2. Zur Haftung des Betreibers der Pferdepension.

In dem Rechtsstreit

R... R... GbR, vertreten durch die Gesellschafter ... und ... in H..., ...

Beklagte und Berufungsklägerin,

Prozessbevollmächtigte:

Rechtsanwälte ...

gegen

K... G..., ...

Klägerin und Berufungsbeklagte,

Prozessbevollmächtigter:

Rechtsanwalt ...

hat der 12. Zivilsenat des Oberlandesgerichts Oldenburg durch den Vorsitzenden Richter am Oberlandesgericht ..., den Richter am Oberlandesgericht ... und den Richter am Oberlandesgericht ... auf die mündliche Verhandlung vom 14.12.2010 für Recht erkannt:

Tenor:

Auf die Berufung der Beklagten wird das am 31.08.2010 verkündete Urteil der Einzelrichterin der 4. Zivilkammer des Landgerichts Osnabrück abgeändert.

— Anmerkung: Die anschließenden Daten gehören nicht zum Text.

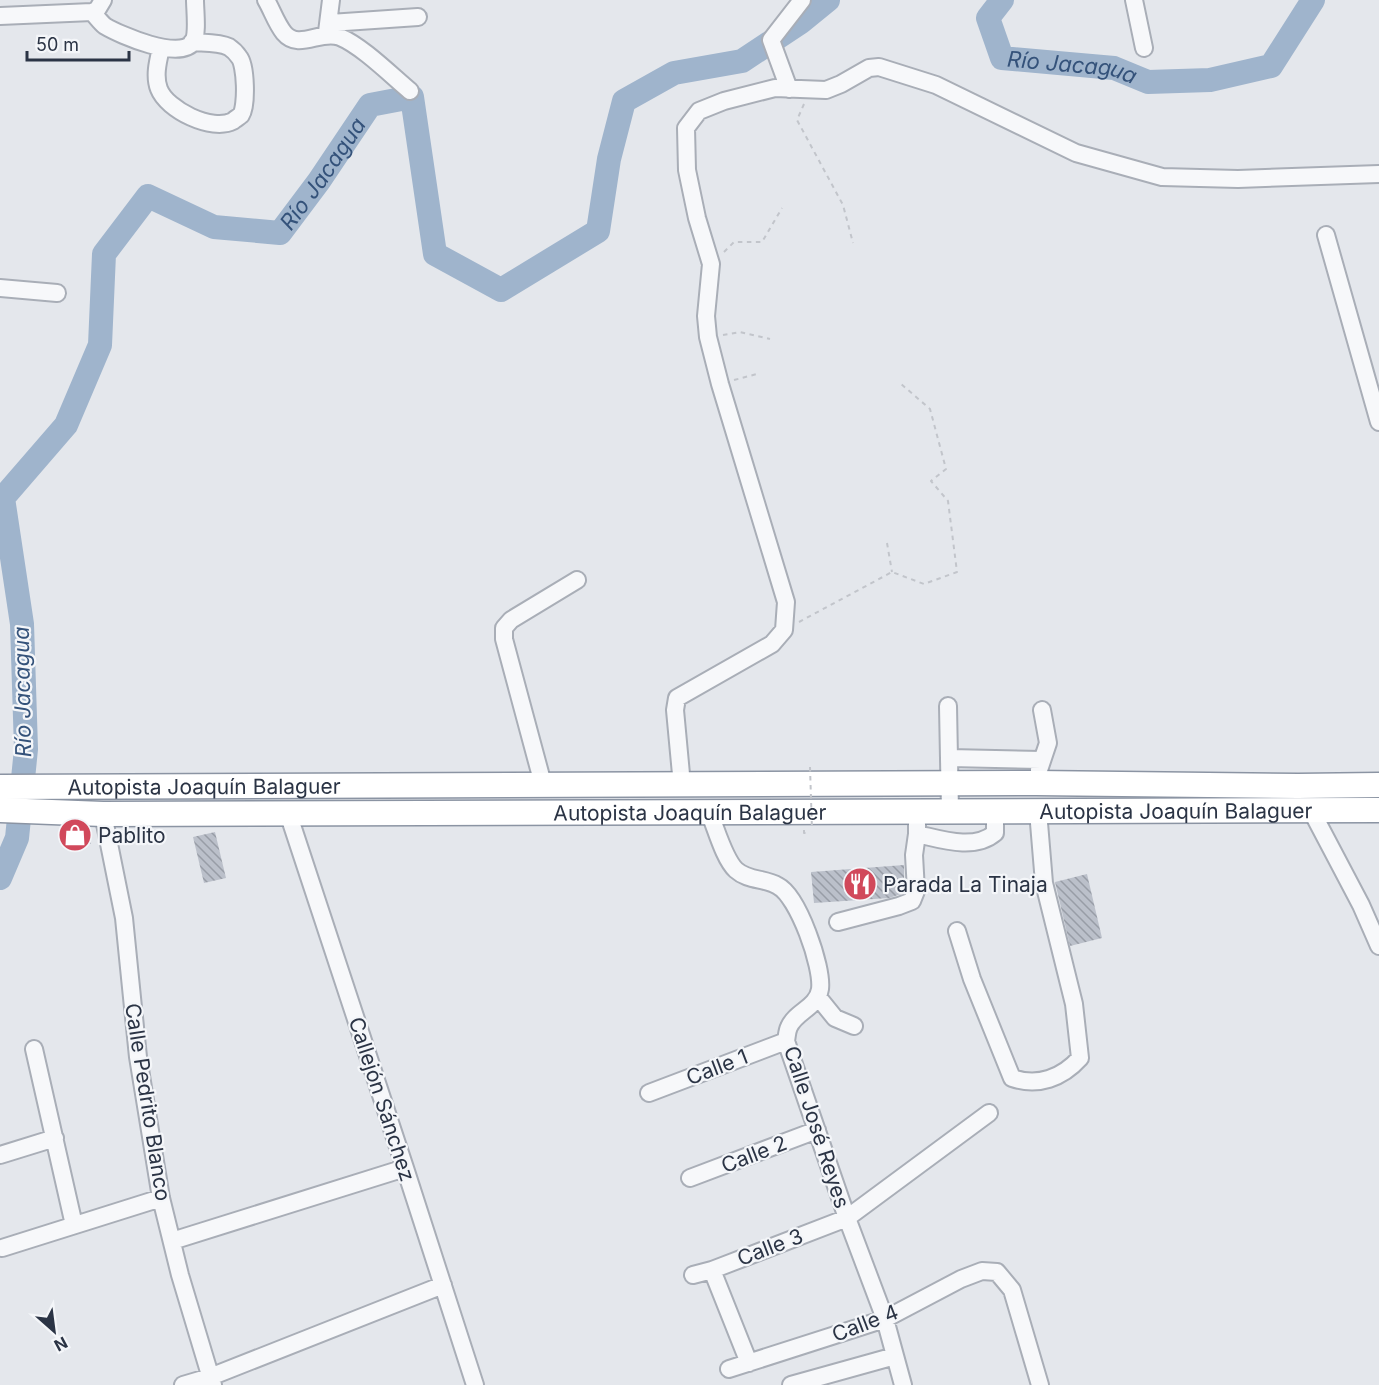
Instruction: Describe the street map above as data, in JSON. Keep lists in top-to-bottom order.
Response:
{
  "streets": {
    "highway": ["Autopista Joaquín Balaguer"],
    "street": [
      "Calle 1",
      "Callejón Sánchez",
      "Calle Pedrito Blanco",
      "Calle José Reyes",
      "Calle 2",
      "Calle 3",
      "Calle 4"
    ]
  },
  "crossings": [
    ["Autopista Joaquín Balaguer", "Callejón Sánchez"],
    ["Autopista Joaquín Balaguer", "Calle Pedrito Blanco"],
    ["Calle 1", "Calle José Reyes"],
    ["Calle José Reyes", "Calle 2"],
    ["Calle José Reyes", "Calle 3"],
    ["Calle José Reyes", "Calle 4"]
  ],
  "water": ["Río Jacagua"],
  "places": {
    "shop": ["Pablito"],
    "restaurant": ["Parada La Tinaja"]
  },
  "scale_bar": "50 m",
  "north": "bottom right"
}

Die Klage wird abgewiesen.

Die Klägerin trägt die Kosten des Rechtsstreits.

Das Urteil ist vorläufig vollstreckbar.

Gründe

1

I. Die Parteien streiten über Schadensersatzansprüche der Klägerin aus einem Tierpensionsvertrag.

2

Die Klägerin ist Eigentümerin der Schimmelstute´R...´ von R... D..., die sie aufgrund eines mündlich geschlossenen Tierpensionsvertrages ab dem 01.09.2007 in einer ihr von der Beklagten zugewiesenen Box auf dem Hof der Beklagten eingestallt hatte. Die Beklagte war vertraglich zur Stallunterbringung und Fütterung des Pferdes sowie zur Reinigung der Box und zum Einstreu verpflichtet. In der Nacht vom 14. auf den 15.10.2007 geriet das Pferd nach Herausbrechen eines Gitterstabes mit dem rechten Hinterbein zwischen die Gitterstäbe der Pferdebox und zog sich in der Folge erhebliche Verletzungen zu. Der konkrete Schadenshergang blieb dabei ungeklärt. Wegen der eingetretenen Verletzungsfolgen, insbesondere einem reduzierten Marktwert des Pferdes, hat die Klägerin die Beklagte auf Zahlung von Schadensersatz in Höhe von 13.564,81 € in Anspruch genommen. Das Landgericht hat der Klage nach umfangreicher Beweisaufnahme in Höhe eines Betrages von 12.244,81 € stattgegeben. Zur Begründung hat es ausgeführt, dass von einer schadensursächlichen Pflichtverletzung der Beklagten im bestehenden Verwahrungsverhältnis auszugehen sei, da sich die Beklagte wegen des in ihrem Verantwortungsbereich entstandenen Schadens nicht habe entlasten können. Der Entscheidung lag dabei vorrangig zugrunde, dass die Gitterstäbe der Pferdebox nach den Feststellungen des vom Landgericht beauftragten Sachverständigen unzureichend mit dem auf die Holzeinfassung der Box aufgesetzten Rahmen verschweißt waren. Gegen die Entscheidung richtet sich die Berufung der Beklagten. Sie wiederholt ihr erstinstanzliches Vorbringen und trägt weiter vor, dass eine mangelhafte Verschweißung der Gitterstäbe für sie nicht erkennbar und im Übrigen auch nicht die primäre Schadensursache gewesen sei.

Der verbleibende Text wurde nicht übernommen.